Özgürlük kavramına gerçekten de sahip miyiz? Yoksa parmaklarımı hareket ettiren, bu satırları yazdıran, canı sıkılmış bir izleyici mi? Ne yapacağını, ne yapacağımızı çok öncesinden kararlaştırmış olan sıkkın bir izleyici?
Sorular arttıkça, cevapsızlık daha büyük bir yük olmaya başlıyor, tıpkı bir kambur gibi. Kesip atamıyorsun bir kez başladıktan sonra.
Konuya nereden geldik? Zaman... Yaşanan an, şimdi. Nereden geldiği bilinmeyen, kontrol edilemeyen duyguların yarattığı esaretin içinde yaşanılması, düşünülmesi, konuşulması gereken an. Şimdi. Seçeneğin olduğu ilizyonuna aldanarak, kocaman bir yalanı yaşamak. En başında doğmak, sonrasında ise, buna engel olamadan, -ki engel olabilmiş olsaydık, gerçekten yarattığımız o özgür kavramının içinde olurduk- yok olmak.
An. Yalnızca ilizyonları kabullenerek güzel bir hal alır.

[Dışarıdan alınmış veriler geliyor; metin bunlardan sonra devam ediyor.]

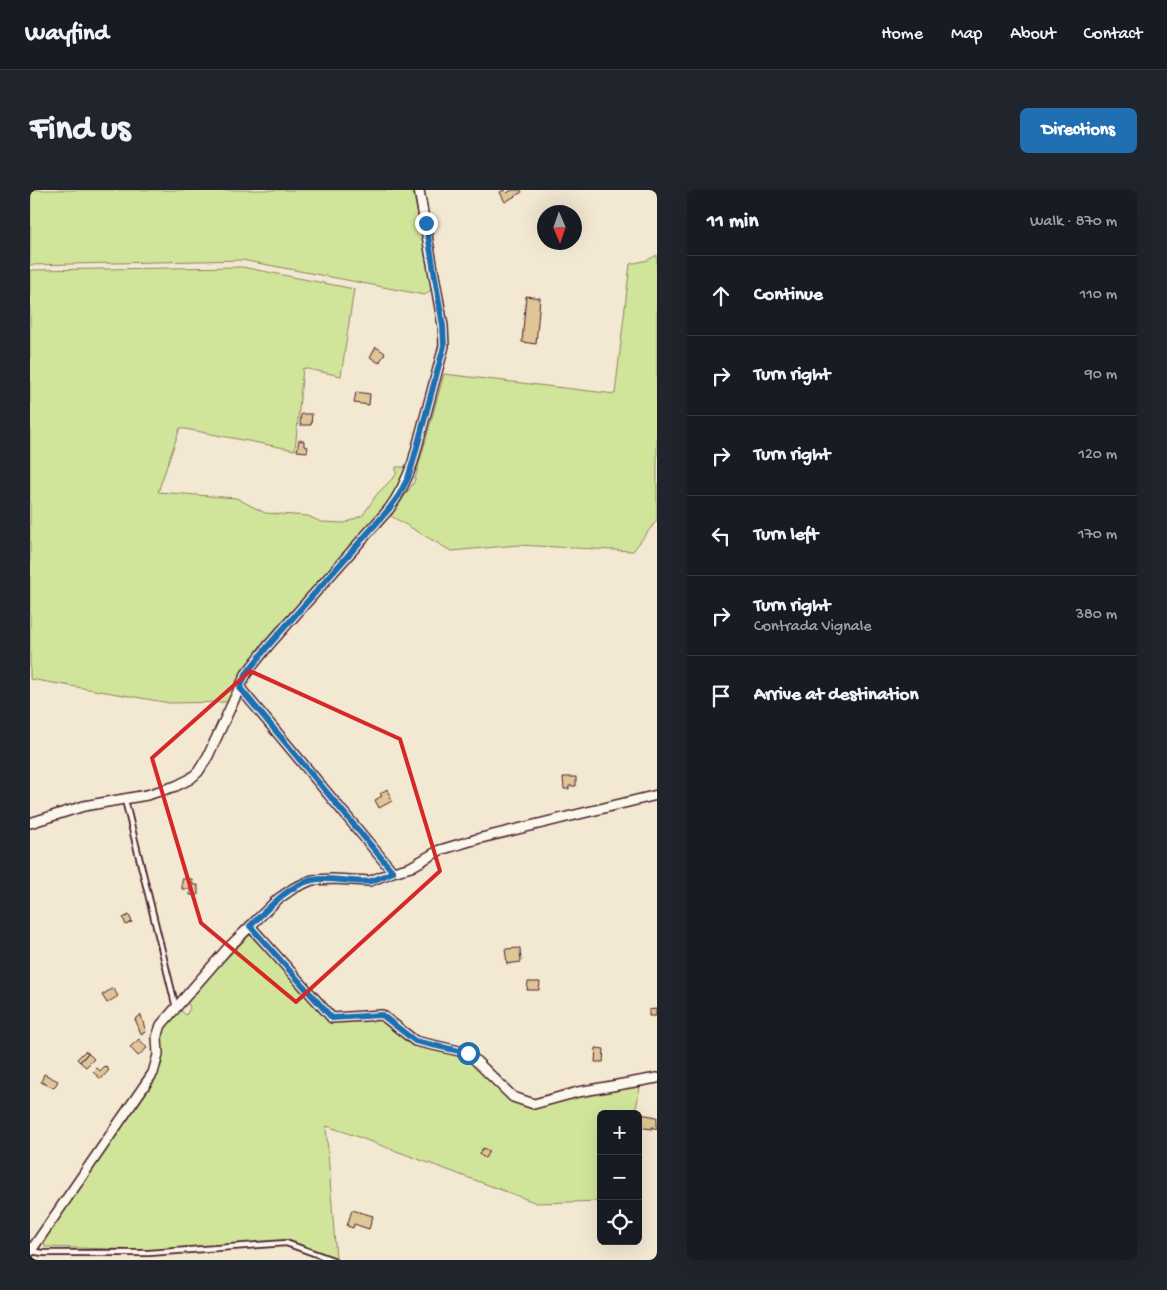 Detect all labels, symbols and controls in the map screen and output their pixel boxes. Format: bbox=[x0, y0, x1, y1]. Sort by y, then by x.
text: Wayfind bbox=[25, 20, 109, 49]
text: Home bbox=[881, 24, 923, 45]
text: Map bbox=[951, 24, 982, 45]
text: About bbox=[1010, 24, 1056, 45]
text: Contact bbox=[1084, 24, 1142, 45]
button: Directions bbox=[1020, 108, 1137, 153]
text: Find us bbox=[30, 110, 130, 151]
north arrow bbox=[537, 205, 582, 250]
text: 11 min bbox=[707, 210, 758, 235]
route end bbox=[415, 212, 438, 235]
text: Walk · 870 m bbox=[1030, 213, 1117, 232]
icon: ahead bbox=[707, 282, 735, 310]
text: Continue bbox=[754, 284, 823, 307]
text: 110 m bbox=[1080, 286, 1117, 305]
icon: right bbox=[707, 362, 735, 390]
text: Turn right bbox=[754, 364, 830, 387]
text: 90 m bbox=[1085, 366, 1117, 385]
icon: right bbox=[707, 442, 735, 470]
text: Turn right bbox=[754, 444, 830, 467]
text: 120 m bbox=[1078, 446, 1117, 465]
icon: left bbox=[707, 522, 735, 550]
text: Turn left bbox=[754, 524, 818, 547]
text: 170 m bbox=[1078, 526, 1117, 545]
text: Turn right bbox=[754, 595, 830, 618]
icon: right bbox=[707, 602, 735, 630]
text: 380 m bbox=[1076, 606, 1117, 625]
text: Contrada Vignale bbox=[754, 618, 871, 637]
icon: arrive bbox=[707, 682, 735, 710]
text: Arrive at destination bbox=[754, 684, 918, 707]
route start bbox=[457, 1042, 480, 1065]
map controls bbox=[597, 1110, 642, 1245]
button: + bbox=[597, 1110, 642, 1155]
button: − bbox=[597, 1155, 642, 1200]
button: locate bbox=[597, 1200, 642, 1245] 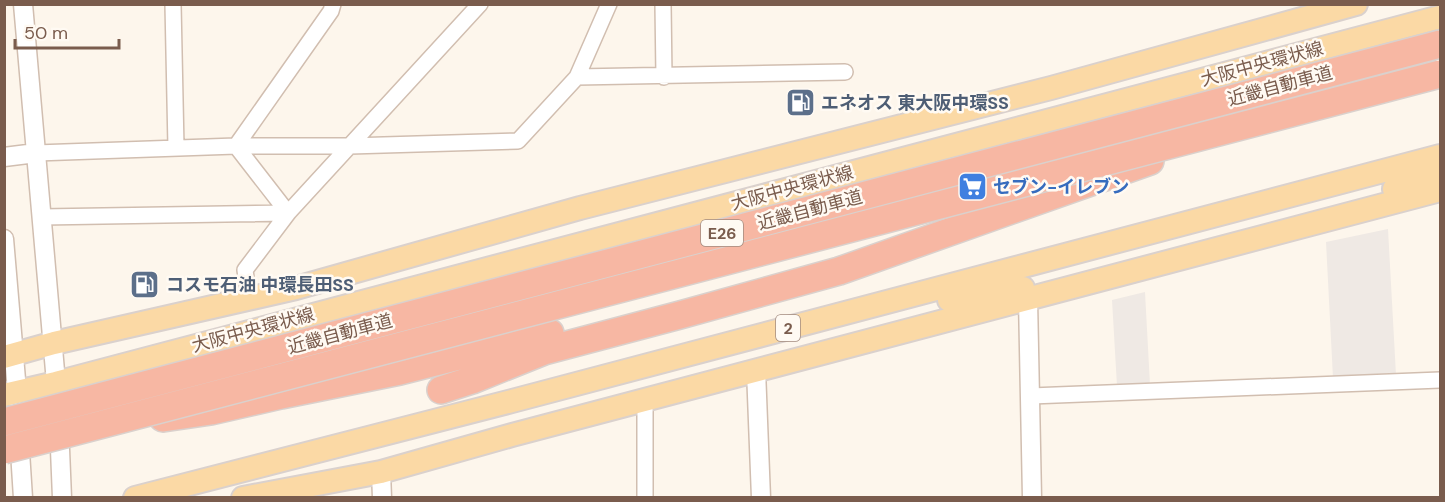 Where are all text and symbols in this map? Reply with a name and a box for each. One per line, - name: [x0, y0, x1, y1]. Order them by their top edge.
- scale bar: [15, 12, 118, 50]
- text: 50 m: [24, 21, 68, 45]
- street label: 大阪中央環状線: [1198, 36, 1326, 92]
- street label: 近畿自動車道: [1225, 60, 1335, 112]
- fuel station icon: エネオス 東大阪中環SS: [784, 87, 816, 119]
- place label: エネオス 東大阪中環SS: [821, 91, 1009, 115]
- street label: 大阪中央環状線: [728, 160, 856, 216]
- supermarket icon: セブン-イレブン: [956, 171, 988, 203]
- place label: セブン-イレブン: [993, 175, 1129, 199]
- street label: 近畿自動車道: [755, 184, 865, 236]
- road number: E26: [701, 220, 743, 246]
- fuel station icon: コスモ石油 中環長田SS: [129, 269, 161, 301]
- place label: コスモ石油 中環長田SS: [166, 273, 354, 297]
- street label: 大阪中央環状線: [189, 302, 317, 358]
- street label: 近畿自動車道: [285, 308, 395, 360]
- road number: 2: [776, 315, 800, 341] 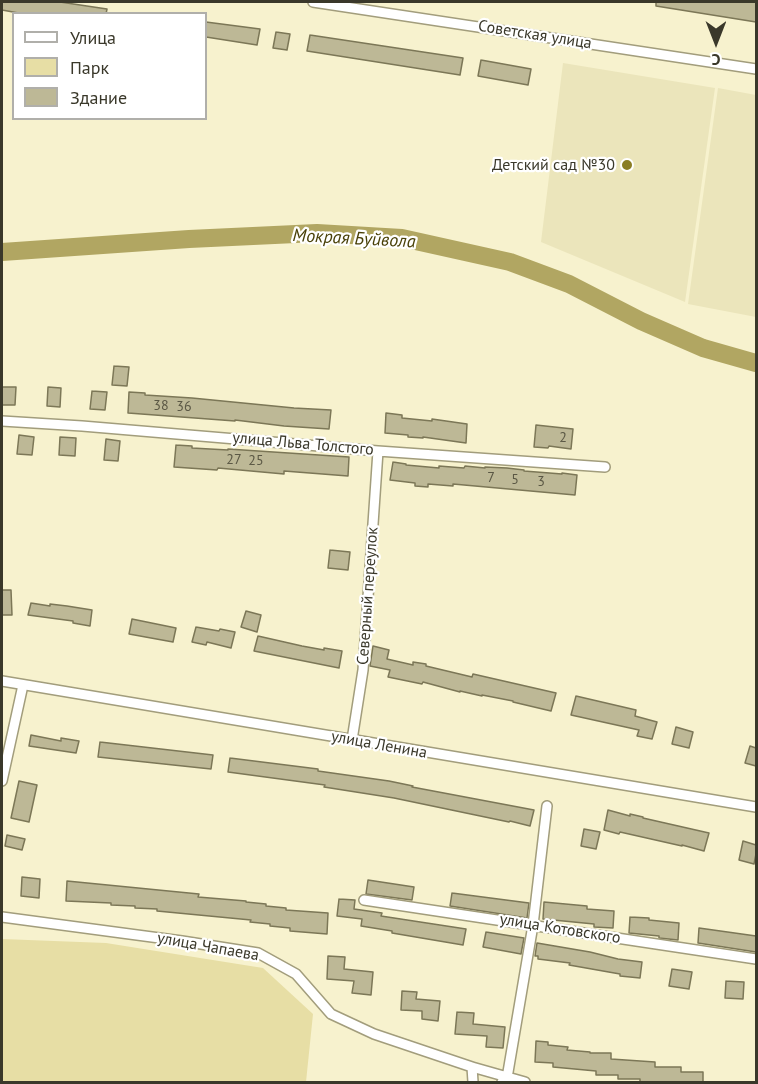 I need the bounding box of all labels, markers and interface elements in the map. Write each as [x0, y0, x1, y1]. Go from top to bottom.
legend [12, 12, 207, 120]
north arrow [686, 12, 746, 72]
street label: Советская улица [477, 17, 593, 53]
text: Улица [70, 26, 116, 49]
text: С [712, 50, 720, 70]
text: Парк [70, 56, 109, 79]
text: Здание [70, 86, 127, 109]
place label: Детский сад №30 [492, 155, 615, 175]
marker: Детский сад №30 [620, 158, 634, 172]
water label: Мокрая Буйвола [292, 225, 416, 253]
house number: 38 [153, 398, 169, 414]
house number: 36 [176, 399, 192, 415]
street label: улица Льва Толстого [232, 428, 374, 460]
house number: 2 [559, 430, 567, 446]
house number: 27 [226, 452, 242, 468]
house number: 25 [248, 453, 264, 469]
house number: 7 [487, 470, 495, 486]
house number: 5 [511, 472, 519, 488]
house number: 3 [537, 474, 545, 490]
street label: Северный переулок [354, 526, 382, 666]
street label: улица Ленина [330, 727, 428, 763]
street label: улица Котовского [498, 910, 622, 948]
street label: улица Чапаева [156, 929, 260, 965] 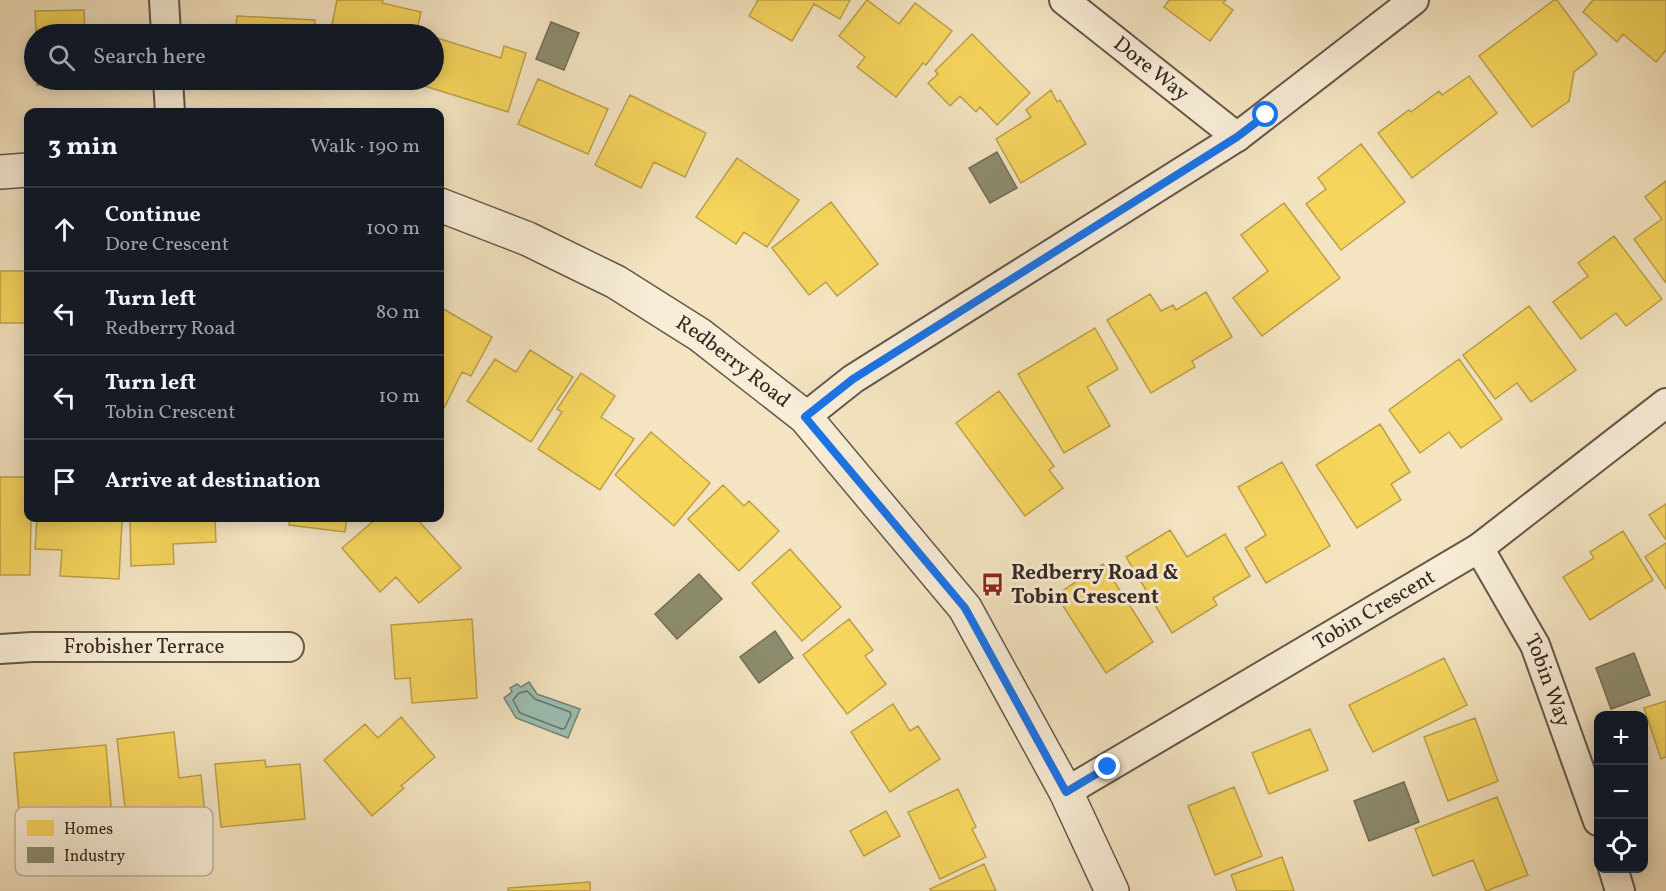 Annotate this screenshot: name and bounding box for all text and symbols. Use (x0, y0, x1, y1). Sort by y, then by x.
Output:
search box (24, 24, 444, 90)
street label: Dore Way (1107, 30, 1196, 109)
icon: search (45, 41, 78, 74)
text: Search here (93, 42, 206, 73)
route start (1252, 101, 1278, 127)
text: 3 min (48, 129, 118, 165)
text: Walk · 190 m (310, 133, 420, 161)
text: Continue (105, 200, 201, 231)
icon: ahead (48, 213, 81, 246)
text: 100 m (366, 215, 420, 243)
text: Dore Crescent (105, 231, 229, 259)
text: Turn left (105, 284, 196, 315)
icon: left (48, 297, 81, 330)
text: 80 m (376, 299, 420, 327)
street label: Redberry Road (670, 309, 796, 415)
text: Redberry Road (105, 315, 236, 343)
text: Turn left (105, 368, 196, 399)
icon: left (48, 381, 81, 414)
text: 10 m (379, 383, 420, 411)
text: Tobin Crescent (105, 399, 236, 427)
icon: arrive (48, 465, 81, 498)
text: Arrive at destination (105, 466, 321, 497)
place label: Redberry Road & Tobin Crescent (1011, 559, 1179, 612)
street label: Tobin Crescent (1308, 563, 1441, 657)
bus stop icon: Redberry Road & Tobin Crescent (980, 572, 1006, 598)
street label: Tobin Way (1517, 629, 1578, 732)
street label: Frobisher Terrace (63, 633, 224, 662)
map controls (1594, 711, 1648, 873)
button: + (1594, 711, 1648, 765)
route end (1094, 753, 1120, 779)
button: − (1594, 765, 1648, 819)
legend (15, 807, 213, 876)
text: Homes (64, 819, 113, 841)
button: locate (1594, 819, 1648, 873)
text: Industry (64, 846, 125, 868)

Sorgula, şüphe duy, ama inan... Ya da, Doğmak ve ölmek arasındaki zamanı boşa harcamadan, yolu yarıla ve yok ol...

Güvenç Ahmetoğlu

Cuma, Mart 13

başlangıç

bu blog için bütün materyalistlerden de idealistlerden de tek farkımız olacak. madem blogun başlangıcı oldu. nerden geldi bu blog? ben bu blogun nerden geldiğini biliyorum. peki materyal mi? belki evet internet ne kadar materyalse. peki idea mı? elbette idea bebek. kafanın içindeki tüm ideaları yazasın diye idealar ideası.

descartes den gelsin o zaman:
- düşünüyorum, öyleyse varım.
ve yine descartes e gitsin:
- peki gerçekten düşünen sen misin?
yoo yoo, ben sadece delinin tekiyim.